Set up less than a year ago, 5Unit is among the new crop of advertising agencies that focus solely on digital content.
Whereas film or sports stars may be hired to front conventional advertisements, the young agency turns to influential figures in the online world – key opinion leaders, or KOL in industry parlance, who command mass followings.
5Unit is in touch with 500 such personalities, 60 of whom are signed to the agency, says founder Felix Wong Kar-yue.
“We get KOLs to endorse a brand through social media posts throughout the campaign period [at least three months] and place Facebook ads aimed at specific target groups for the client,” he says.
Citing the example of its client TCM Village, Wong says the agency recruited model Michelle Fan Hoi-man, one of its opinion leaders, to put up a post about her experience seeking relief for menstrual pain from the Chinese medicine chain, with a link at the end to help people book a consultation.
Wong, whose training is in law and criminology, reckons Facebook is the most cost-effective advertising platform as the threshold for placing social media commercials is low.
Moreover, it allows clients to gauge the effect by checking on the number of likes and the view times, he adds.
All businesses have to factor digital platforms when promoting their products or services, says advertising veteran Tsang Kam-keung.
Tsang, chief executive of The Bees Group, a local agency, says conventional advertising won’t go away but there will be more digital advertising as production costs are low and there are various low-cost platforms for distribution.
“Advertising agencies set up in the past two to three years are mostly focused on digital advertising.
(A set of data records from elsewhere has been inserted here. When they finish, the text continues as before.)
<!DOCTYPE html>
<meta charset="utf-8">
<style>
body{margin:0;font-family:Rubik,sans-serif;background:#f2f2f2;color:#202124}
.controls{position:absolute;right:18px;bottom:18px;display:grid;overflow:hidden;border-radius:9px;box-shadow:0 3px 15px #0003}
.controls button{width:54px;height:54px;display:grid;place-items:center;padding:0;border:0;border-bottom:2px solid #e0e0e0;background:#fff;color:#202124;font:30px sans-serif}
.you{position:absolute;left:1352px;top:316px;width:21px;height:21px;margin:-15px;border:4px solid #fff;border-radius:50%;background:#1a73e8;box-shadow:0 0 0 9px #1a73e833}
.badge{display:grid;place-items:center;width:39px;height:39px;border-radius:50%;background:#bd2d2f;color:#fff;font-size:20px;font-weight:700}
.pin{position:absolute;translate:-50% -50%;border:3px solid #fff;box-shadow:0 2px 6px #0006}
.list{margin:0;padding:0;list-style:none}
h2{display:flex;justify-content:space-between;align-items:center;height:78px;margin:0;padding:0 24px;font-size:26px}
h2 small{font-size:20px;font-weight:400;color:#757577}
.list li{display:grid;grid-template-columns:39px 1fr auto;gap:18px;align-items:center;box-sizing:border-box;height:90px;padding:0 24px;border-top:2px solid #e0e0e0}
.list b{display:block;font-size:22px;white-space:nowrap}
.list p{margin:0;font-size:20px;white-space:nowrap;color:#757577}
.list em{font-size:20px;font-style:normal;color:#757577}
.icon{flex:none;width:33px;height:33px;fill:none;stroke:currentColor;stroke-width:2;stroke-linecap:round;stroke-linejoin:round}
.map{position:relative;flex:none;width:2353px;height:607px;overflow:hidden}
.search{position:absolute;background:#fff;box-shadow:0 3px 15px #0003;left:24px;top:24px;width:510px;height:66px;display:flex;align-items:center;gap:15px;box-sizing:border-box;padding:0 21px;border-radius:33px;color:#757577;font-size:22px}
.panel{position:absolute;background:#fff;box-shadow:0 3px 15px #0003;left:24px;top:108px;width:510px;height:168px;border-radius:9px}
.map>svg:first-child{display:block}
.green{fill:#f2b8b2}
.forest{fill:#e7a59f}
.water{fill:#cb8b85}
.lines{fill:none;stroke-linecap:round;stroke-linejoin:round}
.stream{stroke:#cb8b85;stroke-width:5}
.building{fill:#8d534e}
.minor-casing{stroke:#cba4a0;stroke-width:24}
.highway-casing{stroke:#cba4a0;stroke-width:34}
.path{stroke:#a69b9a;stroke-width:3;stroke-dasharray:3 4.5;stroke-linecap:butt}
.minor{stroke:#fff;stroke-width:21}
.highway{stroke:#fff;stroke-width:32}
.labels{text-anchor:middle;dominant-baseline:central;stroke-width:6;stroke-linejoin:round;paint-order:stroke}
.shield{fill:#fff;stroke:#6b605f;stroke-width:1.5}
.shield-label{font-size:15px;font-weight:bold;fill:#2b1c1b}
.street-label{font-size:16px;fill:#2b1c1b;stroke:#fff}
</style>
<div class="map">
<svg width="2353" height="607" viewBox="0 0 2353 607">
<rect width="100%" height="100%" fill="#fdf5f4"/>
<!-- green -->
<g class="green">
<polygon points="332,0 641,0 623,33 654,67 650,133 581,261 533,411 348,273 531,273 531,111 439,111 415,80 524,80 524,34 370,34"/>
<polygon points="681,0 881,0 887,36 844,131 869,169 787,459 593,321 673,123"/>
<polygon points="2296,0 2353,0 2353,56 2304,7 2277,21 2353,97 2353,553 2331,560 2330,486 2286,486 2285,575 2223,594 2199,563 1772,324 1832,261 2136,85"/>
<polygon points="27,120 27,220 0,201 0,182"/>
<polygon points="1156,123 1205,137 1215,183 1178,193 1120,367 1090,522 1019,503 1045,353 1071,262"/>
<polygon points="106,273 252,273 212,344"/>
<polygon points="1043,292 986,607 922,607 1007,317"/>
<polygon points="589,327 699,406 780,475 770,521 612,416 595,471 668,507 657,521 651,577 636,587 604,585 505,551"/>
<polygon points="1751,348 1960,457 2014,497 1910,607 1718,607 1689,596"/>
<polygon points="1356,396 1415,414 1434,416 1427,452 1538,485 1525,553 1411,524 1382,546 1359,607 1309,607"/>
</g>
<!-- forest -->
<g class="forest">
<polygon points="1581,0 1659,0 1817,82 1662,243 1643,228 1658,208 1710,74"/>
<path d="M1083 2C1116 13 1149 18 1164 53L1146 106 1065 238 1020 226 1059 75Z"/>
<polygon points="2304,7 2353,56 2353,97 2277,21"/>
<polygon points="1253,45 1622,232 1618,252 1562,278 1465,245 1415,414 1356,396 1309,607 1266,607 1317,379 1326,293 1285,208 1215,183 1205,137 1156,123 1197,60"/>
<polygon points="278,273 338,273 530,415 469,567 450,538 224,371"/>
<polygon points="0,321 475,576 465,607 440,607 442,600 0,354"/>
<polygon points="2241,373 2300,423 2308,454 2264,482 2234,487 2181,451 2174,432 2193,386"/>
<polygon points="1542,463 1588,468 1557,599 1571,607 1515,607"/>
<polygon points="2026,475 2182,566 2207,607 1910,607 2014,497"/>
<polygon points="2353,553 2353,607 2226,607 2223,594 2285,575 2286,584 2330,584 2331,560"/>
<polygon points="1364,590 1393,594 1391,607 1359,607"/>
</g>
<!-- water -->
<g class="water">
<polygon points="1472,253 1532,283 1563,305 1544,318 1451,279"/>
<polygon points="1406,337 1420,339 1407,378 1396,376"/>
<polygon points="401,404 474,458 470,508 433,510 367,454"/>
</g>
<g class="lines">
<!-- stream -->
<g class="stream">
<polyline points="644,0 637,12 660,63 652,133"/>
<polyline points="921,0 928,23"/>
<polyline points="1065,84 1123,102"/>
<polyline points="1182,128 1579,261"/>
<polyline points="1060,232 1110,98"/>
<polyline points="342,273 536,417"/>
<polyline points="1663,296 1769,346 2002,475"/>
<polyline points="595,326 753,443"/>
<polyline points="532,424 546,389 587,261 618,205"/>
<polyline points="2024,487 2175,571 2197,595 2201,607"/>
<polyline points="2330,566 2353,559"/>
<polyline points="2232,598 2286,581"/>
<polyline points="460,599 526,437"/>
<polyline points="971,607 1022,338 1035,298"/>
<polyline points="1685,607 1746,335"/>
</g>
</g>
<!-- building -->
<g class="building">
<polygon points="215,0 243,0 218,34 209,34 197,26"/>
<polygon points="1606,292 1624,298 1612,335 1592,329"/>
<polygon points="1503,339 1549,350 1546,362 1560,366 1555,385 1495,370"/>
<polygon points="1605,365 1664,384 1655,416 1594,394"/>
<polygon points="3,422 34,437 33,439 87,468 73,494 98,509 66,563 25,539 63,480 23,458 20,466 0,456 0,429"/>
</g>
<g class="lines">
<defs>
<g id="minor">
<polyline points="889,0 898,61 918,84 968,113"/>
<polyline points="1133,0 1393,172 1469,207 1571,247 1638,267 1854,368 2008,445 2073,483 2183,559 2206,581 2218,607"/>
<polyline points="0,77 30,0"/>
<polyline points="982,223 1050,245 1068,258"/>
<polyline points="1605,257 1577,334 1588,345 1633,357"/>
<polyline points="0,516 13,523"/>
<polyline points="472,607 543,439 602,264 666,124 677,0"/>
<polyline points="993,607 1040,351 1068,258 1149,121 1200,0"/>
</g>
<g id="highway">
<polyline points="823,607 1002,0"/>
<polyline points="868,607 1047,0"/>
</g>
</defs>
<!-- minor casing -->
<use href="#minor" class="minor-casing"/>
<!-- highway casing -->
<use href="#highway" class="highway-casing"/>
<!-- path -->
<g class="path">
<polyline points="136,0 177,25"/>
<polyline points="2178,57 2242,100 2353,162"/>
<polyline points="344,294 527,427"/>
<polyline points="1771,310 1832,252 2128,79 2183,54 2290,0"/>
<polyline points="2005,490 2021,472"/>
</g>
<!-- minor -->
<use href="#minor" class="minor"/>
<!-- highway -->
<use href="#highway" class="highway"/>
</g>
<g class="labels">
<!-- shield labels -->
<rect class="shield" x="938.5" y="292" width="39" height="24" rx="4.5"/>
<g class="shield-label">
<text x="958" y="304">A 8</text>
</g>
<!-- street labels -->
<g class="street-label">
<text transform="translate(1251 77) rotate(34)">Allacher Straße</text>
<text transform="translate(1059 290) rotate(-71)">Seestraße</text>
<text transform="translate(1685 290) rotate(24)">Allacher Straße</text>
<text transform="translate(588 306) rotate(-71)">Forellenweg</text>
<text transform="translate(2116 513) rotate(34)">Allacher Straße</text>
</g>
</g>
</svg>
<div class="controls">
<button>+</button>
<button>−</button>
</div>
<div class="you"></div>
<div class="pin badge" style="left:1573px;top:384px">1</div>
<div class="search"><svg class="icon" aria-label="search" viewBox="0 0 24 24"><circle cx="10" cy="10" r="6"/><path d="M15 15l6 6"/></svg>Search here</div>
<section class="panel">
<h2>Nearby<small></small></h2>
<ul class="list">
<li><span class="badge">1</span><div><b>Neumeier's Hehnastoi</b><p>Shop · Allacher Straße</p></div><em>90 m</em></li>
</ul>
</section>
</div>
There are no formal statistics, but there should be several dozen such companies . However, the operation mode of 100Most, which is a media and advertising production company, is unique in the industry,” he adds.
Major advertising companies recognised more than 10 years ago that they would have to go digital; but transformation is difficult for such large, established groups and many didn’t do well, Tsang says, noting that three 4A (American Association of Advertising Agencies) companies folded in 2013. “Recently established advertising agencies are nimble and in a better position to take advantage of the opportunities in the digital age.”